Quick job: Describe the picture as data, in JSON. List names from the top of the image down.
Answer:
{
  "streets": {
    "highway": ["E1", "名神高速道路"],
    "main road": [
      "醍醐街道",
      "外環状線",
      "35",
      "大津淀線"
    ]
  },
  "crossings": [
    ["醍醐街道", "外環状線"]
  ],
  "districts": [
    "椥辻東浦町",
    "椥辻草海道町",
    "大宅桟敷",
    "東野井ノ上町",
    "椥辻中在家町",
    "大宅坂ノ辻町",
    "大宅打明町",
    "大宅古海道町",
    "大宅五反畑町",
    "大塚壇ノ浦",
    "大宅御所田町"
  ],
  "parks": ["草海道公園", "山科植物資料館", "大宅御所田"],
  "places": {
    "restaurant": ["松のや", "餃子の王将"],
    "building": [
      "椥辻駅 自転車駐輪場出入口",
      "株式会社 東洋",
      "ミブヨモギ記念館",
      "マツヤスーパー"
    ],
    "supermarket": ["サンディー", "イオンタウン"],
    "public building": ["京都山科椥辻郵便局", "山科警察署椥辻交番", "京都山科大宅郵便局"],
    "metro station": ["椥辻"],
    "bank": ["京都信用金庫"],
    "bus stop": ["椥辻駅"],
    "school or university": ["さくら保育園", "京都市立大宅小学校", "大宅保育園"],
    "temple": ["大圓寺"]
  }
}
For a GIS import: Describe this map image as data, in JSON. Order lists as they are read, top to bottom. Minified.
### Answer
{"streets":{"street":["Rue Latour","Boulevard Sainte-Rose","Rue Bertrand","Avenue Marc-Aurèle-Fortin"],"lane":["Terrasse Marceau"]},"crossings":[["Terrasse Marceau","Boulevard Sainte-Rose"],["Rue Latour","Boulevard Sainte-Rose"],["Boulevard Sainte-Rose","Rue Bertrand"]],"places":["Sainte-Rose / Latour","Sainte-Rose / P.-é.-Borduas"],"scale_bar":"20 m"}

WHAT IS REQUIRED ▸
Exactly as written above, copy every line.

SOLUTION FOR THIS EXERCISE ▸
Quick job: Describe the picture as data, in JSON. List names from the top of the image down.
Answer:
{
  "streets": {
    "highway": ["E1", "名神高速道路"],
    "main road": [
      "醍醐街道",
      "外環状線",
      "35",
      "大津淀線"
    ]
  },
  "crossings": [
    ["醍醐街道", "外環状線"]
  ],
  "districts": [
    "椥辻東浦町",
    "椥辻草海道町",
    "大宅桟敷",
    "東野井ノ上町",
    "椥辻中在家町",
    "大宅坂ノ辻町",
    "大宅打明町",
    "大宅古海道町",
    "大宅五反畑町",
    "大塚壇ノ浦",
    "大宅御所田町"
  ],
  "parks": ["草海道公園", "山科植物資料館", "大宅御所田"],
  "places": {
    "restaurant": ["松のや", "餃子の王将"],
    "building": [
      "椥辻駅 自転車駐輪場出入口",
      "株式会社 東洋",
      "ミブヨモギ記念館",
      "マツヤスーパー"
    ],
    "supermarket": ["サンディー", "イオンタウン"],
    "public building": ["京都山科椥辻郵便局", "山科警察署椥辻交番", "京都山科大宅郵便局"],
    "metro station": ["椥辻"],
    "bank": ["京都信用金庫"],
    "bus stop": ["椥辻駅"],
    "school or university": ["さくら保育園", "京都市立大宅小学校", "大宅保育園"],
    "temple": ["大圓寺"]
  }
}
For a GIS import: Describe this map image as data, in JSON. Order lists as they are read, top to bottom. Minified.
### Answer
{"streets":{"street":["Rue Latour","Boulevard Sainte-Rose","Rue Bertrand","Avenue Marc-Aurèle-Fortin"],"lane":["Terrasse Marceau"]},"crossings":[["Terrasse Marceau","Boulevard Sainte-Rose"],["Rue Latour","Boulevard Sainte-Rose"],["Boulevard Sainte-Rose","Rue Bertrand"]],"places":["Sainte-Rose / Latour","Sainte-Rose / P.-é.-Borduas"],"scale_bar":"20 m"}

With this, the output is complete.